▸ **DATA EXTRACT**:
-- Opening Marker --
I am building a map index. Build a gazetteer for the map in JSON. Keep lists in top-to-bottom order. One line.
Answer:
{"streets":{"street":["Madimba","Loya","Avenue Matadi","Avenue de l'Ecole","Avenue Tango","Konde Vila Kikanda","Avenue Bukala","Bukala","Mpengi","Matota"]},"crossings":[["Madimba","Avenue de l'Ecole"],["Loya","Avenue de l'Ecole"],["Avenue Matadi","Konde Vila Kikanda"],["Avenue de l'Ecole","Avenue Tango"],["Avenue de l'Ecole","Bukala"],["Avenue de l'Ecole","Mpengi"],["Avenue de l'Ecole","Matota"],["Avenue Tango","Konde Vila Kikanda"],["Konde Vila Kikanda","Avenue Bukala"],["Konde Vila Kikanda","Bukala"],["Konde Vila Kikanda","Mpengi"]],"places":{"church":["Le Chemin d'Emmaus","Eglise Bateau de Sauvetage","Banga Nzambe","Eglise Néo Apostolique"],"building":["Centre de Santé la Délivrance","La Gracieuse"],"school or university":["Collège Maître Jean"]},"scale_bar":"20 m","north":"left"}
-- Closing Marker --
▸ **AIM OF THE TASK**: For each line above that contains "building", make a copy.

▸ **TASK RESULT**:
I am building a map index. Build a gazetteer for the map in JSON. Keep lists in top-to-bottom order. One line.
{"streets":{"street":["Madimba","Loya","Avenue Matadi","Avenue de l'Ecole","Avenue Tango","Konde Vila Kikanda","Avenue Bukala","Bukala","Mpengi","Matota"]},"crossings":[["Madimba","Avenue de l'Ecole"],["Loya","Avenue de l'Ecole"],["Avenue Matadi","Konde Vila Kikanda"],["Avenue de l'Ecole","Avenue Tango"],["Avenue de l'Ecole","Bukala"],["Avenue de l'Ecole","Mpengi"],["Avenue de l'Ecole","Matota"],["Avenue Tango","Konde Vila Kikanda"],["Konde Vila Kikanda","Avenue Bukala"],["Konde Vila Kikanda","Bukala"],["Konde Vila Kikanda","Mpengi"]],"places":{"church":["Le Chemin d'Emmaus","Eglise Bateau de Sauvetage","Banga Nzambe","Eglise Néo Apostolique"],"building":["Centre de Santé la Délivrance","La Gracieuse"],"school or university":["Collège Maître Jean"]},"scale_bar":"20 m","north":"left"}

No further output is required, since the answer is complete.